= WORK INSTRUCTION =
Using the data below, copy out all lines with the word "function".

= DATA IN THIS EXERCISE =
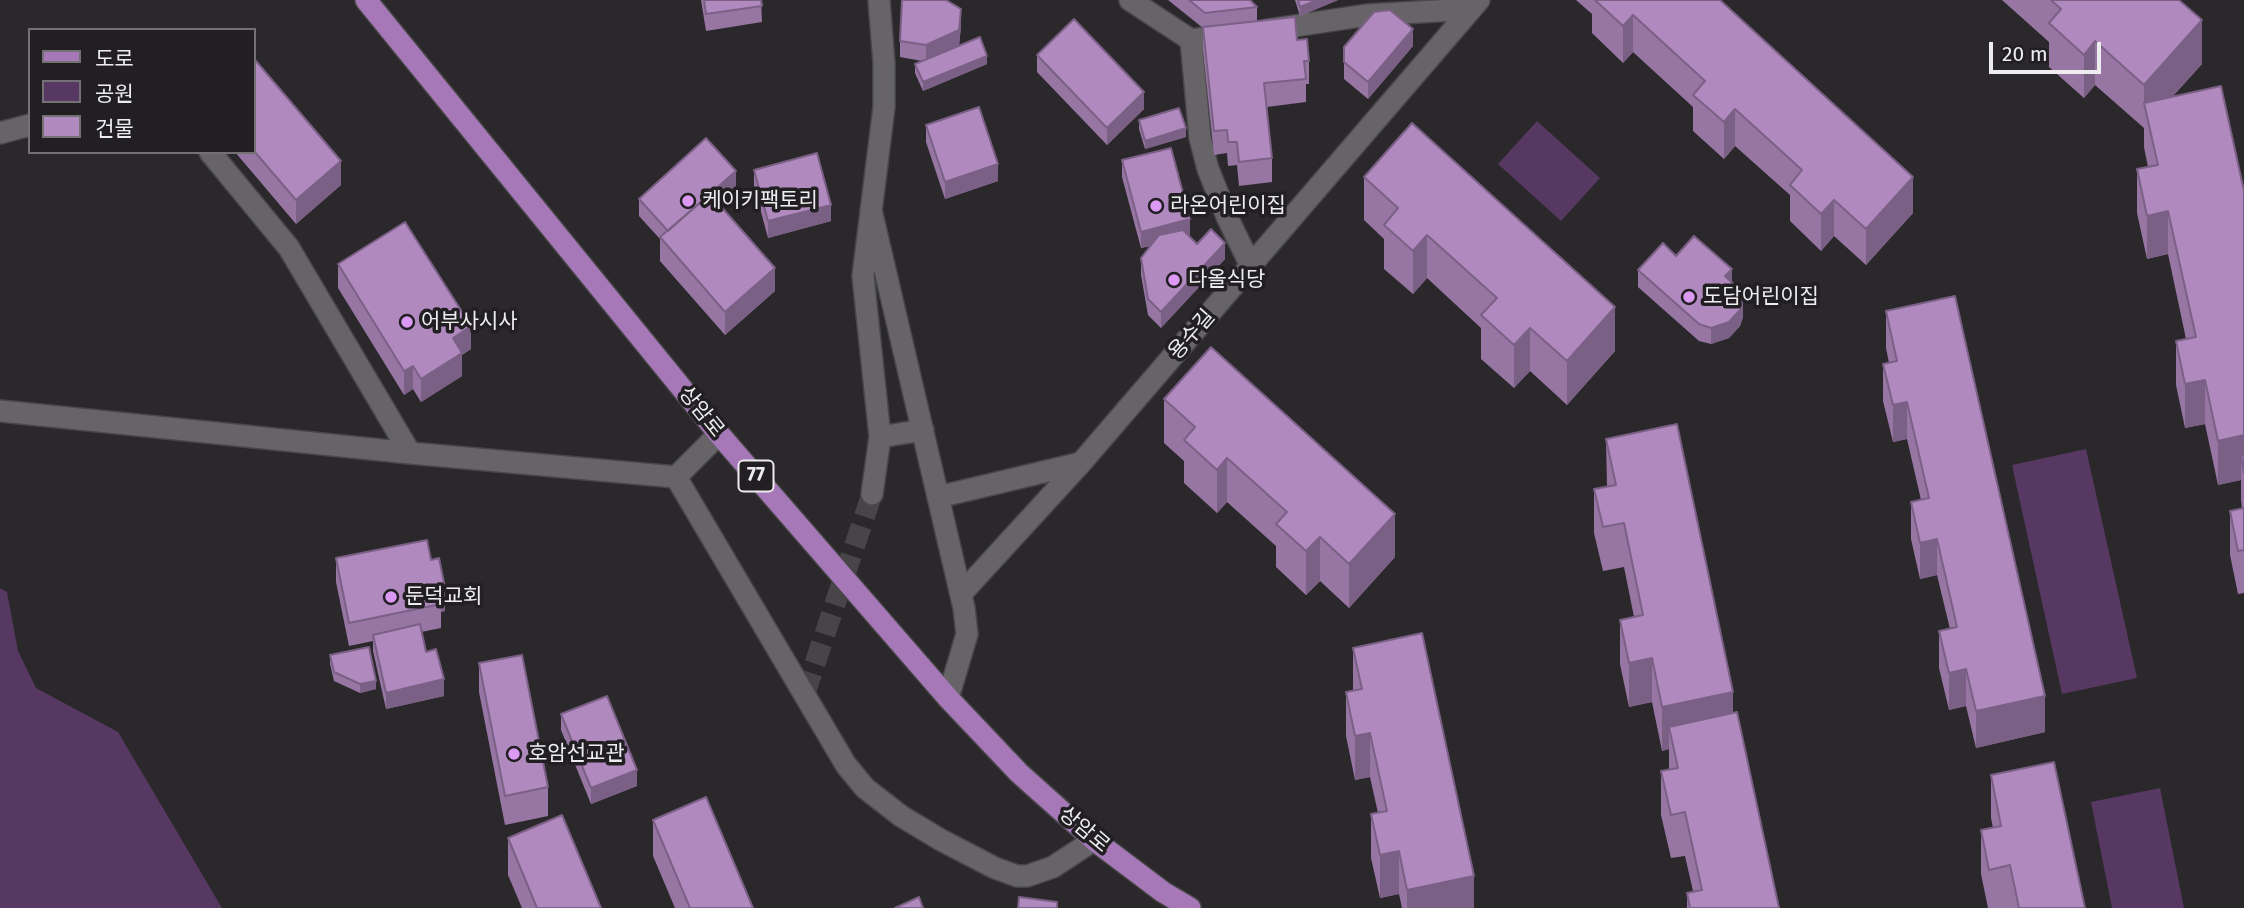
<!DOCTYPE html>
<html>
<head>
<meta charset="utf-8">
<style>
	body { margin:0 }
	#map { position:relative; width:2244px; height:908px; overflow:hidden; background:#2b282b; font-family:"Fira Sans","Noto Sans KR",sans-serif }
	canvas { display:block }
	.legend { position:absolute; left:28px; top:28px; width:228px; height:126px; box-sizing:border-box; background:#211f22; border:2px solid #737174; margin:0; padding:9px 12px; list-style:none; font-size:21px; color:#edecee }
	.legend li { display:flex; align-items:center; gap:14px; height:35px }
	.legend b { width:35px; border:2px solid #737174 }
	.scale { position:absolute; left:1989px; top:42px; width:112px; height:32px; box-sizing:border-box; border:4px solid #edecee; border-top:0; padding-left:9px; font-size:21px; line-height:24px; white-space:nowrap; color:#edecee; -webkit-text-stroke:5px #211f22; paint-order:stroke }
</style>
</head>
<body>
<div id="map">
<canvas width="2244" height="908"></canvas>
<ul class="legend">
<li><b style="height:9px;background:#a778b7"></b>도로</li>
<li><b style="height:19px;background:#573862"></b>공원</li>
<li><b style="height:19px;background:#b089bf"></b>건물</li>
</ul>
<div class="scale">20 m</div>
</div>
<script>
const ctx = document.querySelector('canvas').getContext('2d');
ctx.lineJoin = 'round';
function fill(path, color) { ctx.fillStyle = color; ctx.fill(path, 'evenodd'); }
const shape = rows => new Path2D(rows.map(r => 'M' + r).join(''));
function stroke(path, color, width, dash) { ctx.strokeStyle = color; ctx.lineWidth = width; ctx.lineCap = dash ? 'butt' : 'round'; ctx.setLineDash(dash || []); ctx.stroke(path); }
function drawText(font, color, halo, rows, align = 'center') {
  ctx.font = font + ' "Fira Sans","Noto Sans KR",sans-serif'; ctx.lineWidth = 7; ctx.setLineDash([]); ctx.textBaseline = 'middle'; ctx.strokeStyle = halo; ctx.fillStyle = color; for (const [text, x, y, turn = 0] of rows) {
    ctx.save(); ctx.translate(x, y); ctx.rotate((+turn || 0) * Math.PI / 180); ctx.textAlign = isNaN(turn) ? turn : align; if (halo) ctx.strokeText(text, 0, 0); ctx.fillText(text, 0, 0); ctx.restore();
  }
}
const green = shape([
	[1537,121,1600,178,1561,221,1498,164],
	[2086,449,2137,678,2062,694,2012,465],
	[0,588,7,592,18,651,36,688,118,732,222,908,0,908],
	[2160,788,2184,908,2112,908,2091,802]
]);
const minorTunnel = shape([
	[805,693,872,494]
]);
const service = shape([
	[1191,40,1200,138,1208,169,1228,219,1251,266]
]);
const minor = shape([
	[1130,0,1191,40,1229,35],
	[1268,30,1367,15,1471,9],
	[0,133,30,125],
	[210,152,289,248,410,453],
	[871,210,964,608,967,634,948,698],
	[0,411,410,453,676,477],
	[719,434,676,477,846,765,865,788,901,816,941,840,995,868,1017,876,1027,876,1053,867,1094,840],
	[880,437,923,430],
	[872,494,880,437,863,276,884,107,884,63,879,0],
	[938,497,1081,463,1479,0],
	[961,594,1081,463]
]);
const primary = shape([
	[366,0,719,434,948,698,1019,773,1094,840,1163,892,1190,908]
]);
const wall = shape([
	[701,0,761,0,762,22,706,31],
	[1168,0,1250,0,1257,7,1257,21,1297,40,1309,61,1309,84,1306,84,1306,102,1267,107,1272,158,1272,182,1239,186,1237,165,1228,166,1227,153,1214,155,1203,50,1203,28],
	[1295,0,1338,0,1300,16],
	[1576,0,1720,0,1913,213,1866,265,1834,236,1821,251,1790,221,1790,195,1735,146,1724,159,1693,131,1693,107,1633,52,1623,63,1592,33,1592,14],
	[2002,0,2179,0,2202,64,2172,97,2244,191,2244,593,2238,594,2230,555,2230,511,2242,509,2241,500,2241,480,2218,485,2205,424,2185,428,2176,385,2176,341,2186,339,2168,254,2147,259,2137,213,2137,169,2148,167,2144,147,2144,128,2095,85,2084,98,2049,67,2049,42],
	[961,26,959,46,987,64,923,91,915,73,915,64,922,61,900,57,900,41],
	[1413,46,1368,99,1344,79,1344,47],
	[1037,55,1144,109,1107,145,1037,72],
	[254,63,341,185,296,224,235,152,254,152],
	[1139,120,1186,137,1145,149,1139,129],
	[926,125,998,181,945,199,926,142],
	[1122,160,1190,235,1189,236,1197,244,1225,259,1161,328,1148,315,1141,275,1141,258,1151,246,1141,248,1122,177],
	[754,170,831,221,768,238,754,186],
	[1364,177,1615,351,1567,405,1530,371,1514,388,1481,359,1481,328,1427,278,1413,294,1384,269,1384,239,1364,220],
	[736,187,718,203,775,291,725,335,660,261,660,239,639,216,639,199],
	[1676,256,1732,282,1743,317,1740,326,1729,338,1711,344,1699,341,1638,287,1638,270],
	[338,264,471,349,462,355,462,376,421,402,413,389,404,395,338,288],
	[1886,311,2045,732,1976,748,1966,706,1949,710,1939,668,1939,631,1950,629,1937,575,1920,579,1911,539,1911,502,1921,500,1907,439,1893,442,1883,401,1883,364,1889,363,1886,348],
	[1164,399,1395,557,1349,608,1320,581,1306,595,1276,567,1276,546,1227,502,1217,513,1184,483,1184,461,1164,443],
	[1606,439,1733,713,1779,908,1687,908,1687,893,1693,891,1685,856,1671,858,1661,815,1661,771,1669,770,1669,749,1662,751,1652,702,1629,707,1620,664,1620,620,1634,617,1624,567,1603,571,1594,533,1594,489,1607,487],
	[336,558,431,560,445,611,441,612,441,628,421,632,426,652,444,696,386,709,373,651,373,641,349,646,336,582],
	[1353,648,1474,908,1402,908,1399,894,1380,898,1371,858,1371,814,1378,813,1370,777,1355,780,1346,736,1346,692,1353,691],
	[330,655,376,689,360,693,334,681,330,664],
	[479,663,548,787,548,816,505,825,479,692],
	[561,714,637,786,591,804,561,730],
	[1991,775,2085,908,1988,908,1981,874,1981,830,1993,828,1991,818],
	[653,820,753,908,675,908,653,856],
	[508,838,601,908,522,908,508,875]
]);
const shadedWall = shape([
	[1317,0,1338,0,1300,16,1300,7],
	[961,9,961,26,959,46,926,62,926,45],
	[1633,15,1633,52,1623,63,1623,26],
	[2202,20,2202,64,2148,124,2144,104,2144,85],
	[1413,29,1413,46,1368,99,1368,82],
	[2095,41,2095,85,2084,98,2084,55],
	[987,56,987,64,923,91,923,82],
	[1144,92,1144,109,1107,145,1107,128],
	[1735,109,1735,146,1724,159,1724,122],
	[1186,128,1186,137,1145,149,1145,141],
	[341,161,341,185,296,224,296,200],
	[998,164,998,181,945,199,945,182],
	[736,171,736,187,668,248,668,231],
	[1913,177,1913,213,1866,265,1866,229],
	[1834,200,1834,236,1821,251,1821,214],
	[831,205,831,221,768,238,768,221],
	[2168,211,2168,254,2147,259,2147,216],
	[1190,219,1190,235,1141,248,1141,232],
	[1427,235,1427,278,1413,294,1413,251],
	[1225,243,1225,259,1161,328,1161,312],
	[775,268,775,291,725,335,725,312],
	[1732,269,1732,286,1725,276],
	[1743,300,1743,317,1740,326,1729,338,1711,344,1711,328],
	[1615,307,1615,351,1567,405,1567,361],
	[471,326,471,349,462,355,462,376,421,402,421,379,453,338],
	[1530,328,1530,371,1514,388,1514,345],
	[413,366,413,389,404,395,404,371],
	[2205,380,2205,424,2185,428,2185,384],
	[1907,402,1907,439,1893,442,1893,405],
	[2244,435,2244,473,2241,456,2241,480,2218,485,2218,441],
	[1227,458,1227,502,1217,513,1217,470],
	[1395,514,1395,557,1349,608,1349,564],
	[1320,537,1320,581,1306,595,1306,551],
	[1937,539,1937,575,1920,579,1920,543],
	[445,588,445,611,441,612,441,604,438,589],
	[1652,658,1652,702,1629,707,1629,663],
	[1966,669,1966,706,1949,710,1949,673],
	[444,679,444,696,386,709,386,693],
	[376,681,376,689,360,693,360,684],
	[1733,692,1733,736,1669,727,1669,749,1662,751,1662,707],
	[2045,696,2045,732,1976,748,1976,711],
	[1370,733,1370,777,1355,780,1355,736],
	[637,770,637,786,591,804,591,788],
	[1399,851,1399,894,1380,898,1380,855],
	[1474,876,1474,908,1407,908,1407,890]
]);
const building = shape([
	[704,0,761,0,762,6,706,14,704,0],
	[902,0,946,0,961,9,959,30,926,45,900,41,902,0],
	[1189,0,1250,0,1257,7,1205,13,1189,0],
	[1298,0,1317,0,1300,7,1298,0],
	[1595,0,1720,0,1913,177,1866,229,1834,200,1821,214,1790,185,1802,170,1735,109,1724,122,1693,95,1705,81,1633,15,1623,26,1595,0],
	[2051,0,2179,0,2202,20,2144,85,2095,41,2084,55,2049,23,2061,9,2051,0],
	[1390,10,1413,29,1368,82,1344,62,1344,47,1374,12,1390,10],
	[1295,17,1297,40,1307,39,1309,61,1304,61,1306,79,1264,83,1272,158,1239,162,1237,142,1228,142,1227,130,1214,131,1203,27,1295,17],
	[1074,19,1144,92,1107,128,1037,55,1074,19],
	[980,37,987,56,923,82,915,64,980,37],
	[256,61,341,161,296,200,254,151,254,63,256,61],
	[2221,86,2244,191,2244,435,2218,441,2205,380,2185,384,2176,341,2196,337,2168,211,2147,216,2137,169,2158,165,2144,103,2221,86],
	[979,107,998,164,945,182,926,125,979,107],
	[1179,108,1186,128,1145,141,1139,120,1179,108],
	[1412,123,1615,307,1567,361,1530,328,1514,345,1481,315,1497,298,1427,235,1413,251,1384,225,1398,208,1364,177,1412,123],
	[706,138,736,171,668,231,639,199,706,138],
	[1171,148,1190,219,1141,232,1122,160,1171,148],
	[817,153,831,205,768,221,754,170,817,153],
	[710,194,775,268,725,312,660,237,710,194],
	[405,222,471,326,453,338,462,353,421,379,413,366,404,371,338,264,405,222],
	[1211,229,1225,243,1161,312,1148,299,1141,258,1159,235,1183,230,1197,244,1211,229],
	[1694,236,1732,269,1725,276,1739,289,1743,300,1740,310,1729,322,1711,328,1699,324,1638,270,1663,243,1676,256,1694,236],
	[1955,296,2045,696,1976,711,1966,669,1949,673,1939,631,1957,627,1937,539,1920,543,1911,502,1929,498,1907,402,1893,405,1883,364,1897,361,1886,311,1955,296],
	[1211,347,1395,514,1349,564,1320,537,1306,551,1276,524,1287,512,1227,458,1217,470,1184,440,1195,427,1164,399,1211,347],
	[1677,424,1733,692,1662,707,1652,658,1629,663,1620,620,1643,615,1624,523,1603,527,1594,489,1616,485,1606,439,1677,424],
	[2244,455,2244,473,2241,456,2244,455],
	[2244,508,2244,550,2238,551,2230,511,2244,508],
	[427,540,431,560,439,558,445,588,438,589,441,604,349,623,336,558,427,540],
	[420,624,426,652,436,649,444,679,386,693,373,635,420,624],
	[1422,633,1474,876,1407,890,1399,851,1380,855,1371,814,1387,811,1370,733,1355,736,1346,692,1362,689,1353,648,1422,633],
	[369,647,376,681,360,684,334,672,330,655,369,647],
	[522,655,548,787,505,796,479,663,522,655],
	[607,696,637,770,591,788,561,714,607,696],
	[1737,712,1779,908,1690,908,1687,893,1702,890,1685,812,1671,815,1661,771,1678,768,1669,727,1737,712],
	[2054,762,2085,908,2019,908,2010,865,1989,870,1981,830,2001,826,1991,775,2054,762],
	[706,797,753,908,690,908,653,820,706,797],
	[562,815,601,908,537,908,508,838,562,815],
	[919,897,923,908,895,908,919,897],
	[1019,897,1057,902,1057,908,1018,908,1019,897]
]);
const markers = [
	[688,201,7,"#dc99f4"],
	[1156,206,7,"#dc99f4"],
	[1174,280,7,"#dc99f4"],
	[1689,297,7,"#dc99f4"],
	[407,322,7,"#dc99f4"],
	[391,597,7,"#dc99f4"],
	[514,754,7,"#dc99f4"]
];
const shields = [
	[756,476,35]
];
const shieldNames = [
	["77",756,476]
];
const poiNames = [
	["케이키팩토리",702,201],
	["라온어린이집",1170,206],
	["다올식당",1188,280],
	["도담어린이집",1703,297],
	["어부사시사",421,322],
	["둔덕교회",405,597],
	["호암선교관",528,754]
];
const streetNames = [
	["용수길",1192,335,-49],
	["상암로",701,412,51],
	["상암로",1084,830,40]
];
fill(green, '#573862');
stroke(minorTunnel, '#484548', 21, [21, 10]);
stroke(service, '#474648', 24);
stroke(minor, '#474648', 24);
stroke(primary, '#474648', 24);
stroke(service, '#676468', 21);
stroke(minor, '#676468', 21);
stroke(primary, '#a778b7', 21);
fill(wall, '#9776a4');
fill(shadedWall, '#7b6086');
fill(building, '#b089bf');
stroke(building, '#7b6086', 2);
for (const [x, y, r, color] of markers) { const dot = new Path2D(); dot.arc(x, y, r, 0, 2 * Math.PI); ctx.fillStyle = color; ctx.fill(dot); stroke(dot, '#211f22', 2.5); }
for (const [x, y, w] of shields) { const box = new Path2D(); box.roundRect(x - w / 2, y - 15.5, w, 31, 5); ctx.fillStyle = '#211f22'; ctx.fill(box); stroke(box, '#edecee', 2); }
drawText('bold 19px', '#edecee', null, shieldNames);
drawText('21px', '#edecee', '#211f22', poiNames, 'left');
drawText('21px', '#edecee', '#211f22', streetNames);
</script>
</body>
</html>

= RESULT OF THIS TASK =
function fill(path, color) { ctx.fillStyle = color; ctx.fill(path, 'evenodd'); }
function stroke(path, color, width, dash) { ctx.strokeStyle = color; ctx.lineWidth = width; ctx.lineCap = dash ? 'butt' : 'round'; ctx.setLineDash(dash || []); ctx.stroke(path); }
function drawText(font, color, halo, rows, align = 'center') {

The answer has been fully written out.